Le commandement français sait que ces
négociations seront difficiles et longues; que les listes de Barak
et ses rendez-vous temporels pourraient ne pas coïncider avec l’échéance
de “l’affrontement” négociatoire. D’autant que dans ces dossiers,
l’Histoire s’imbrique avec la géographie, les tractations du conflit,
son poids et ses accointances religieuses.

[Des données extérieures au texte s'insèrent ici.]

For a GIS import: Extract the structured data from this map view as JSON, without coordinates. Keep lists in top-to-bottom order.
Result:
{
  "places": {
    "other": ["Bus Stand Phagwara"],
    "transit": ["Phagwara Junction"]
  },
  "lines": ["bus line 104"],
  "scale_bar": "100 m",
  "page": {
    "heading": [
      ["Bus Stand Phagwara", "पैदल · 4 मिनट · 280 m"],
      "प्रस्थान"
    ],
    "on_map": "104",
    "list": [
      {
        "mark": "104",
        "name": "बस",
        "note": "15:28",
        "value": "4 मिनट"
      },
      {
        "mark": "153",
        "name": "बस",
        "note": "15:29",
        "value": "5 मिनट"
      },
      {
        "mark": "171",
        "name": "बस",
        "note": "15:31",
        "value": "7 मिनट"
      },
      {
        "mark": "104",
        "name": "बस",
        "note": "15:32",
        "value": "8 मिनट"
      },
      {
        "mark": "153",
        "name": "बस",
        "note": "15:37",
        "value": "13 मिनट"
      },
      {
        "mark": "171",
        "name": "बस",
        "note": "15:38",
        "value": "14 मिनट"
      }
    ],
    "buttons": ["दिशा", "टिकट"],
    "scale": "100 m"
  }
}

Sur la ligne libano-syrienne, la situation est
plus facile par rapport à Paris, parce que le retrait du Golan et
l’établissement d’arrangements de sécurité selon les
principes de l’équivalence et de l’équilibre peuvent trancher
le nœud syro-israélien.
Les Français estiment que le fond du conflit
et son essence est la Cisjordanie, où Jérusalem et les colonies
sont des blocs de ciment édifiés comme des citadelles sur
base de combat, de défense, d’extension et de colonisation difficiles
à détruire, parce qu’ils constituent une partie de sa stratégie
militaire et cadrent avec la carte de ses victoires dans les guerres qu’il
a engagées.
La situation dans le Sud libanais et le Golan
syrien est plus facile, car c’est un conflit militaire et un mouvement
de troupes non entremêlés comme la question de Jérusalem
ouest et la ceinture des colonies.
Sur la ligne libano-syrienne, le président
Chirac et Hubert Vedrine, ministre des Affaires étrangères,
poursuivent chaque jour les contacts et les développements de la
situation négociatoire. Ils sont parvenus à une vision claire,
par rapport aux mécanismes pouvant relancer les négociations
syro-israéliennes.
Naturellement, les sources de l’Elysée
relèvent que Damas pose les priorités historiques: insistance
sur la reprise des négociations au point où elles avaient
abouti en février 1996, entre les délégations des
deux pays, auxquelles s’étaient joints, ce jour-là, le général
Hikmat Chéhabi, chef d’état-major syrien et le général
israélien Amnon Shahak. Les deux délégations étaient,
alors, dirigées par l’ambassadeur Walid Moallem (Syrie) et Raitamar
Rabinovich (Israël).
La Syrie insiste sur la paix juste et globale
qui restitue les territoires occupés en 1967, sur base du slogan
de la conférence de Madrid: “La terre contre la paix” qui constitue
l’ombrelle pratique des négociations. Puis, les arrangements de
sécurité feront l’objet d’un accord, conformément
aux principes de l’égalité et de l’équilibre.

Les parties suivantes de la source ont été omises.